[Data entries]
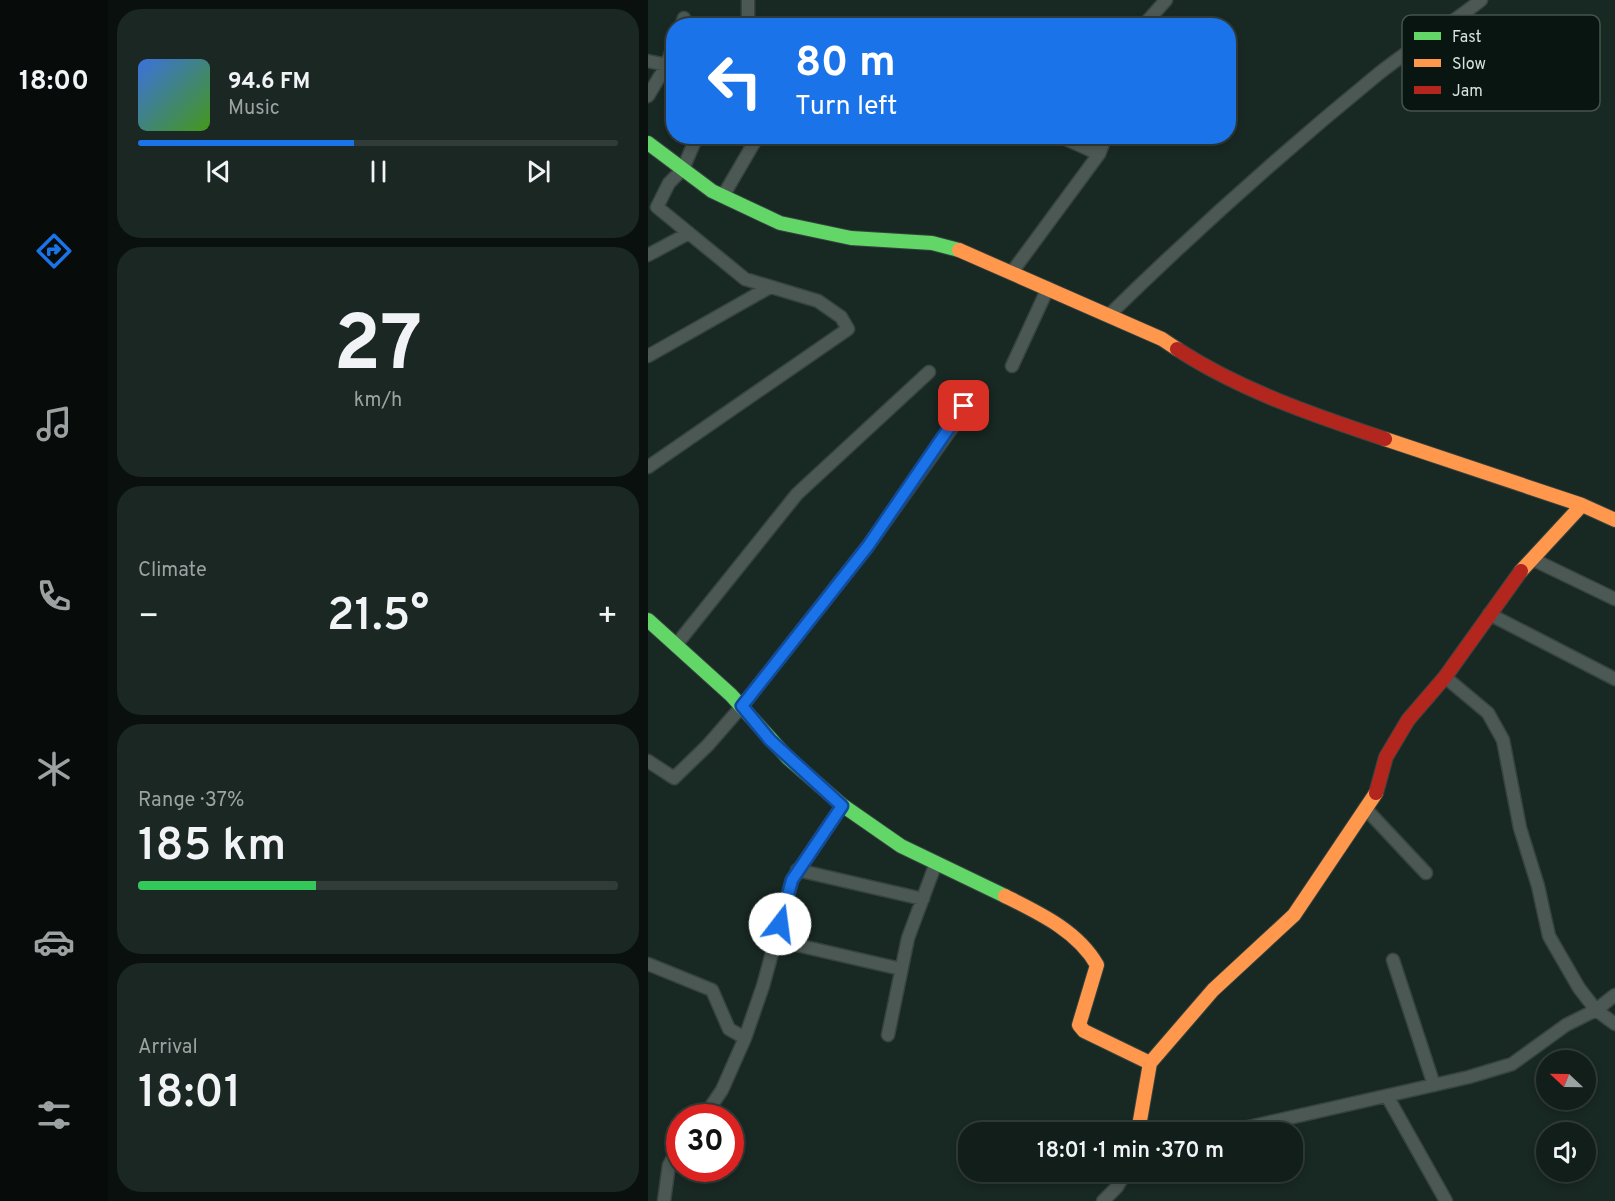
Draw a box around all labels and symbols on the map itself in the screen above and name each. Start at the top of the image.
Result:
legend [1402,15,1600,111]
text: Fast [1452,28,1482,48]
text: Slow [1452,55,1486,75]
text: Jam [1452,82,1483,102]
pin [938,380,989,431]
position arrow [748,892,812,956]
north arrow [1536,1050,1596,1110]
speed limit sign: 30 [666,1104,744,1182]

AIM OF THE TASK — Please print the records above once more, word for word, omitting all pictures.

THE ANSWER —
Draw a box around all labels and symbols on the map itself in the screen above and name each. Start at the top of the image.
Result:
legend [1402,15,1600,111]
text: Fast [1452,28,1482,48]
text: Slow [1452,55,1486,75]
text: Jam [1452,82,1483,102]
pin [938,380,989,431]
position arrow [748,892,812,956]
north arrow [1536,1050,1596,1110]
speed limit sign: 30 [666,1104,744,1182]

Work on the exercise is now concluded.